In response to Covid-19 delays, the US Department of the Treasury has signalled that they may grant an extension of the PTC safe harbour provision, allowing projects that started construction in 2016 or 2017 extra time to complete, alleviating pressure on an already compressed construction schedule. These risks have led to a slight revision down of installed capacity in 2020, with some projects slipping into 2021. Even with 2019 capacity additions being lower than our previous forecast, the longer-term outlook is potentially strong, with the extension of the PTC to 2021.

Even with the PTC extension, the lasting impact of a wider economic recession could have a dramatic impact on the US wind market as a whole, with the availability of capital and the use of that capital, especially tax equity, being reduced.

In addition to the short-term impacts on current and announced projects, Covid‑19 also presents a longer-term planning challenge. For example, a 2.5 GW offshore wind auction in New York State has been postponed, which could have a negative effect on the nascent offshore wind market in the United States.

India added 2.4 GW of wind capacity in 2019. However, our forecast expects capacity additions to slow in 2020. The increasing undersubscription of wind tenders and the limited improvement in the financial condition of DISCOMs is leading to a slowdown in wind deployment, while the Covid-19 crisis has worsened these existing challenges.

In 2019 India could only allocate half of its planned wind capacity through auctions, with undersubscription increasing to 55% from 22% in 2018. In addition, several tenders were cancelled or postponed due to lack of interest in auctions. Low tariff ceilings, combined with risks associated with payment delays and contract negotiations, are bound to increase the financing costs of wind projects.

Furthermore, land acquisition and grid access challenges remain. In addition to pre-existing challenges, the impact of the Covid-19 crisis on wind deployment in India is much more profound than in the case of other utility-scale technologies. Lockdowns have slowed the progress of wind plants during the main construction season. Projects that cannot be finished before the start of the monsoon season risk further delays. As a result, compared to our previous forecast published in October 2019, combined capacity additions in 2021 and 2022 are down by about 50%.

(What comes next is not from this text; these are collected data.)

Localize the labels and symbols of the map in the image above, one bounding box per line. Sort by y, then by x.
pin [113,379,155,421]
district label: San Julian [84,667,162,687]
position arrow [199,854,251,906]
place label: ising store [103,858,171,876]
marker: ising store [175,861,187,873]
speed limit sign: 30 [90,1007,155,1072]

Global bioenergy capacity increased by almost 8 GW in 2019, a stable level of deployment compared to 2018. China’s share of global bioenergy additions, primarily driven by energy-from-waste projects, increased from a third in 2018 to 60% last year. Japan and Turkey were the next largest markets in terms of new additions, although one tenth of the size. China’s increased deployment offset lower 2019 capacity additions in Brazil, India and the European Union.

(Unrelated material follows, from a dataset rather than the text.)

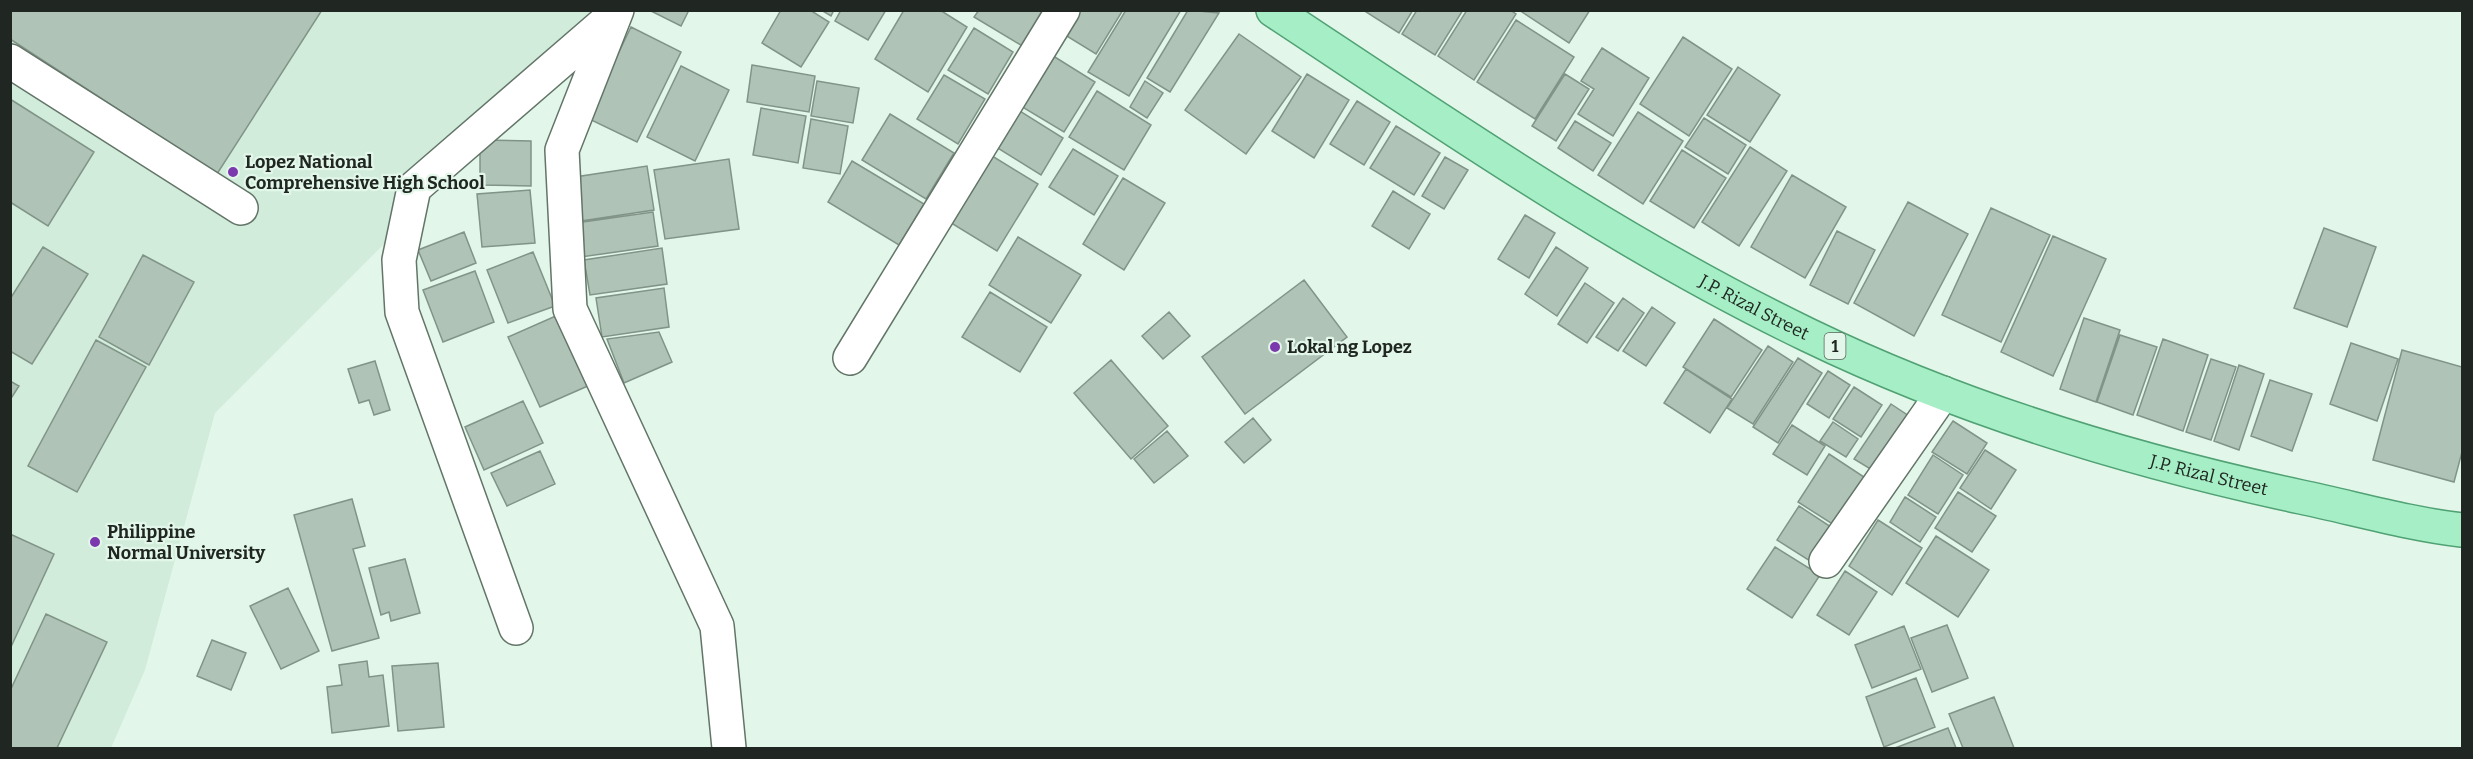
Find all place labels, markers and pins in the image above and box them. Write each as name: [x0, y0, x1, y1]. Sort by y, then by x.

Bioenergy capacity additions are anticipated to decline in 2020. This is to an extent related to Covid-19. Major deployment of biomass power projects is concentrated in relatively few countries. In 2019 just ten countries accounted for 90% of new capacity. Of these, China, Brazil, Japan and the United Kingdom have been among those most disrupted by the crisis, with lockdown measures stalling or slowing project construction. Consequently, capacity additions are anticipated to be 9% lower than our previous forecast from October 2019. However, significant disruption to biomass fuel supply chains for existing projects (e.g. wood chips and pellets) is not anticipated, with forestry activity ongoing and ports operational.

Reduced policy support also contributes to lower anticipated bioenergy deployment in 2020 and 2021. While many countries have undertaken technology-specific auctions for wind and solar PV, these are less widespread for bioenergy. Furthermore, bioenergy deployment has fallen in countries that have replaced FIT and certificate schemes with technology-neutral auction frameworks due to generally higher generation costs than wind or utility solar PV. 

Policies that had previously delivered higher levels of bioenergy deployment have now closed, or will shortly close, to new applicants in Germany, Japan and the United Kingdom, with these countries seeing lower deployment in 2020 and 2021 than in previous years. In addition, China and India have already achieved their stated bioenergy targets.

Global net additions of hydropower fell to 12.7 GW in 2019, the lowest level recorded since 2001. This is due to the continued slowdown in China, the country that has led global hydropower growth since 1996. Development has slowed significantly in China since 2013, as costs have increased due to resource availability and social acceptance issues. As a result, for the first time since 1996, in 2019 hydropower capacity growth was not led by China, but by Brazil, where close to 5 GW were commissioned as several large projects came online.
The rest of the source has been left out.